**Exercise goal:** Repeat the lines below exactly as written, please, from the line with "Task: Describe the" to the line with "Give me a JSON index of the", both lines included, and no others.

------

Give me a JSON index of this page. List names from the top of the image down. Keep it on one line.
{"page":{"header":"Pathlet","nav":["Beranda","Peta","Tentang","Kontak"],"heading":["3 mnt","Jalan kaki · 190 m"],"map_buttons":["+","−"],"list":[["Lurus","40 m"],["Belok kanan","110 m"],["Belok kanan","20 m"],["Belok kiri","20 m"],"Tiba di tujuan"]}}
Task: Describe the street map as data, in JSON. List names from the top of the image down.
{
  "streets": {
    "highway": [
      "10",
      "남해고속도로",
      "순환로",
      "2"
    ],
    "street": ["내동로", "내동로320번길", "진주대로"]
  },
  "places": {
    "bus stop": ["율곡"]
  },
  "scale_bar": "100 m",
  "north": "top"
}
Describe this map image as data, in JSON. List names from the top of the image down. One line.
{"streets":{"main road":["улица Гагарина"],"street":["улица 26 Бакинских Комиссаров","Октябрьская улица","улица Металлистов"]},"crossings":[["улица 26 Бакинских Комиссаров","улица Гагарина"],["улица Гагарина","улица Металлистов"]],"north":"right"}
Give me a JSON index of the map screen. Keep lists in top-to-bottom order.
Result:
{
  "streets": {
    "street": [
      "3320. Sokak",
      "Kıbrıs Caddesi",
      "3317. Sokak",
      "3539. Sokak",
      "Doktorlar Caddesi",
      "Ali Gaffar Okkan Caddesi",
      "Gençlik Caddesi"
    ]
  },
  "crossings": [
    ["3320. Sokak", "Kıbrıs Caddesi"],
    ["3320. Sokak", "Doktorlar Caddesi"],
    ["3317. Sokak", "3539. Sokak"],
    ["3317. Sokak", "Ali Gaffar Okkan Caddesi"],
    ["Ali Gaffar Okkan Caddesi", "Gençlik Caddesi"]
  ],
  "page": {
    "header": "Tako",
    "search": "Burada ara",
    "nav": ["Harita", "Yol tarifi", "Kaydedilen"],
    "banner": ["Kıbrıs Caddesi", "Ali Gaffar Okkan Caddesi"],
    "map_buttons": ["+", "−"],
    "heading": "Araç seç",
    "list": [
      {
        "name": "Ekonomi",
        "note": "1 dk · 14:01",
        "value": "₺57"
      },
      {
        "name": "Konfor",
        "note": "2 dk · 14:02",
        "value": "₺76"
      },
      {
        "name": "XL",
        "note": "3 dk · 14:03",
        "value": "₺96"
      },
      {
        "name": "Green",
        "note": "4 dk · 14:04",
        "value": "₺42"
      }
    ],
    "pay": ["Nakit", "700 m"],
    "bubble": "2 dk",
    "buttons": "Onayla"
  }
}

------

**Expected answer:**
Task: Describe the street map as data, in JSON. List names from the top of the image down.
{
  "streets": {
    "highway": [
      "10",
      "남해고속도로",
      "순환로",
      "2"
    ],
    "street": ["내동로", "내동로320번길", "진주대로"]
  },
  "places": {
    "bus stop": ["율곡"]
  },
  "scale_bar": "100 m",
  "north": "top"
}
Describe this map image as data, in JSON. List names from the top of the image down. One line.
{"streets":{"main road":["улица Гагарина"],"street":["улица 26 Бакинских Комиссаров","Октябрьская улица","улица Металлистов"]},"crossings":[["улица 26 Бакинских Комиссаров","улица Гагарина"],["улица Гагарина","улица Металлистов"]],"north":"right"}
Give me a JSON index of the map screen. Keep lists in top-to-bottom order.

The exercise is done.